Reproduce the data exactly; no word may be added or dropped.
(Beginning of TASK MATERIAL)
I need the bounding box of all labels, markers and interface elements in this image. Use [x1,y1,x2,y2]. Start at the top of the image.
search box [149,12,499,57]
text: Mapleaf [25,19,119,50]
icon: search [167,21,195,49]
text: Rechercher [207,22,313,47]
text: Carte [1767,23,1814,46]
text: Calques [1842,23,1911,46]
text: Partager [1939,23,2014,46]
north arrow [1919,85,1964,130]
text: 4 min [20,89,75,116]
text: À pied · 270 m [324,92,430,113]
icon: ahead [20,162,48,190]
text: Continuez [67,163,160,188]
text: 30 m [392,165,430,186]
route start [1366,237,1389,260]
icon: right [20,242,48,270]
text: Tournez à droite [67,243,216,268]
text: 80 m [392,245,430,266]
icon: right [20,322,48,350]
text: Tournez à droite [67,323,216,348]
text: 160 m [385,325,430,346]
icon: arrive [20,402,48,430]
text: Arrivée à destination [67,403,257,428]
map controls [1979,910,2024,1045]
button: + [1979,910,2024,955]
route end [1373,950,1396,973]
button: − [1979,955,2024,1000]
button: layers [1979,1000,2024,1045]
(End of TASK MATERIAL)
▶ [RESULT OF THE TASK]:
I need the bounding box of all labels, markers and interface elements in this image. Use [x1,y1,x2,y2]. Start at the top of the image.
search box [149,12,499,57]
text: Mapleaf [25,19,119,50]
icon: search [167,21,195,49]
text: Rechercher [207,22,313,47]
text: Carte [1767,23,1814,46]
text: Calques [1842,23,1911,46]
text: Partager [1939,23,2014,46]
north arrow [1919,85,1964,130]
text: 4 min [20,89,75,116]
text: À pied · 270 m [324,92,430,113]
icon: ahead [20,162,48,190]
text: Continuez [67,163,160,188]
text: 30 m [392,165,430,186]
route start [1366,237,1389,260]
icon: right [20,242,48,270]
text: Tournez à droite [67,243,216,268]
text: 80 m [392,245,430,266]
icon: right [20,322,48,350]
text: Tournez à droite [67,323,216,348]
text: 160 m [385,325,430,346]
icon: arrive [20,402,48,430]
text: Arrivée à destination [67,403,257,428]
map controls [1979,910,2024,1045]
button: + [1979,910,2024,955]
route end [1373,950,1396,973]
button: − [1979,955,2024,1000]
button: layers [1979,1000,2024,1045]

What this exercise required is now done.